A salt bridge (e.g., filter paper soaked in KNO3, NaCl, or some other electrolyte) is often employed to provide ionic contact between two half-cells with different electrolytes, yet prevent the solutions from mixing and causing unwanted side reactions. An alternative to a salt bridge is to allow direct contact (and mixing) between the two half-cells, for example in simple electrolysis of water.

As electrons flow from one half-cell to the other through an external circuit, a difference in charge is established. If no ionic contact were provided, this charge difference would quickly prevent the further flow of electrons. A salt bridge allows the flow of negative or positive ions to maintain a steady-state charge distribution between the oxidation and reduction vessels, while keeping the contents otherwise separate. Other devices for achieving separation of solutions are porous pots and gelled solutions. A porous pot is used in the Bunsen cell (right).

Equilibrium reaction 

Each half-cell has a characteristic voltage. Various choices of substances for each half-cell give different potential differences. Each reaction is undergoing an equilibrium reaction between different oxidation states of the ions: When equilibrium is reached, the cell cannot provide further voltage.
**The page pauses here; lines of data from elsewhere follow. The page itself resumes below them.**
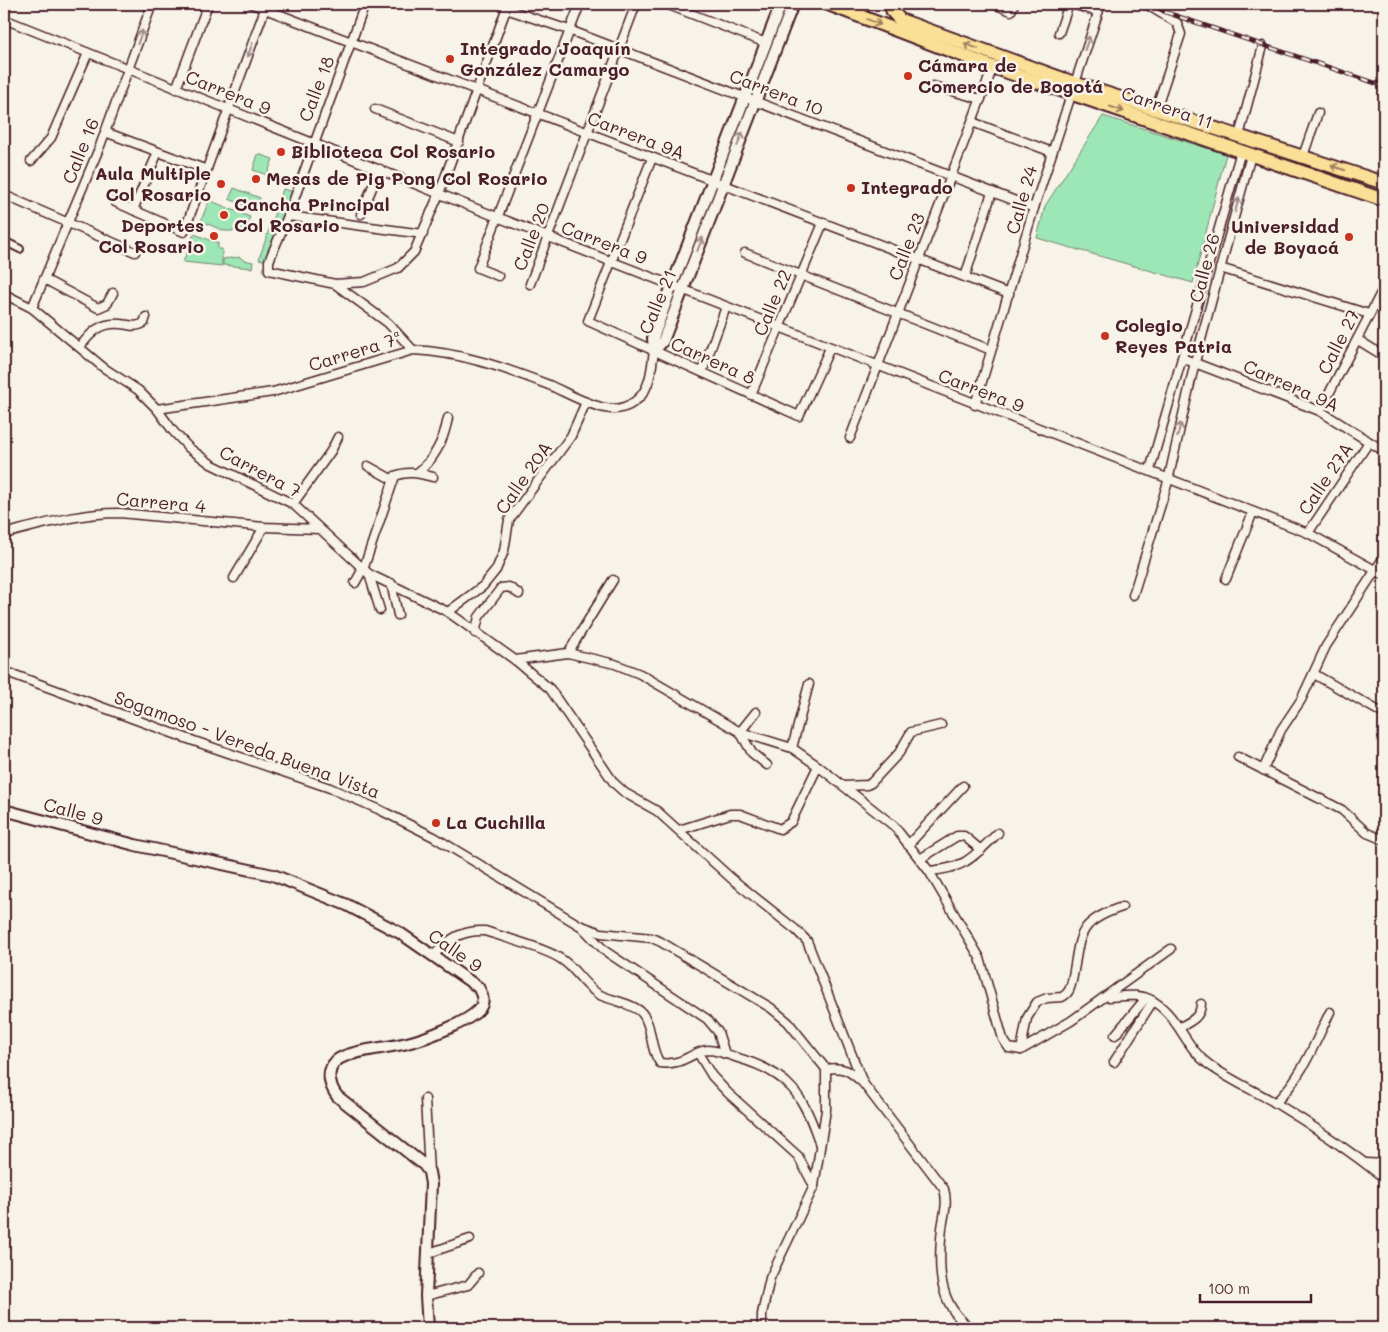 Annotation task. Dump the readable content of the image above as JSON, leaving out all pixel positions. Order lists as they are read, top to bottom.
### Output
{
  "streets": {
    "main road": ["Carrera 11"],
    "street": [
      "Calle 18",
      "Carrera 9",
      "Carrera 10",
      "Carrera 9A",
      "Calle 16",
      "Calle 24",
      "Calle 20",
      "Calle 23",
      "Calle 26",
      "Calle 21",
      "Calle 22",
      "Calle 27",
      "Carrera 7ª",
      "Carrera 8",
      "Carrera 7",
      "Calle 20A",
      "Calle 27A",
      "Carrera 4",
      "Sogamoso - Vereda Buena Vista",
      "Calle 9"
    ]
  },
  "crossings": [
    ["Calle 18", "Carrera 9"],
    ["Calle 18", "Carrera 9A"],
    ["Carrera 9", "Calle 16"],
    ["Carrera 9", "Calle 24"],
    ["Carrera 9", "Calle 20"],
    ["Carrera 9", "Calle 23"],
    ["Carrera 9", "Calle 26"],
    ["Carrera 9", "Calle 21"],
    ["Carrera 9", "Calle 22"],
    ["Carrera 9", "Carrera 8"],
    ["Carrera 9", "Calle 27A"],
    ["Carrera 10", "Calle 24"],
    ["Carrera 10", "Calle 20"],
    ["Carrera 10", "Calle 23"],
    ["Carrera 10", "Calle 21"],
    ["Carrera 11", "Calle 24"],
    ["Carrera 11", "Calle 23"],
    ["Carrera 11", "Calle 26"],
    ["Carrera 9A", "Calle 24"],
    ["Carrera 9A", "Calle 20"],
    ["Carrera 9A", "Calle 23"],
    ["Carrera 9A", "Calle 26"],
    ["Carrera 9A", "Calle 21"],
    ["Carrera 9A", "Calle 22"],
    ["Carrera 9A", "Calle 27"],
    ["Carrera 9A", "Calle 27A"],
    ["Calle 16", "Carrera 7"],
    ["Calle 21", "Carrera 7ª"],
    ["Calle 21", "Carrera 8"],
    ["Calle 22", "Carrera 8"],
    ["Carrera 7ª", "Carrera 8"],
    ["Carrera 7ª", "Carrera 7"],
    ["Carrera 7ª", "Calle 20A"],
    ["Carrera 7", "Calle 20A"],
    ["Carrera 7", "Carrera 4"]
  ],
  "places": [
    "Integrado Joaquín González Camargo",
    "Cámara de Comercio de Bogotá",
    "Biblioteca Col Rosario",
    "Mesas de Pig Pong Col Rosario",
    "Aula Multiple Col Rosario",
    "Integrado",
    "Cancha Principal Col Rosario",
    "Deportes Col Rosario",
    "Universidad de Boyacá",
    "Colegio Reyes Patria",
    "La Cuchilla"
  ],
  "scale_bar": "100 m"
}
In the half-cell that is undergoing oxidation, the closer the equilibrium lies to the ion/atom with the more positive oxidation state the more potential this reaction will provide. Likewise, in the reduction reaction, the closer the equilibrium lies to the ion/atom with the more negative oxidation state the higher the potential.

Cell potential 

The cell potential can be predicted through the use of electrode potentials (the voltages of each half-cell). These half-cell potentials are defined relative to the assignment of 0 volts to the standard hydrogen electrode (SHE). (See table of standard electrode potentials). The difference in voltage between electrode potentials gives a prediction for the potential measured. When calculating the difference in voltage, one must first rewrite the half-cell reaction equations to obtain a balanced oxidation-reduction equation.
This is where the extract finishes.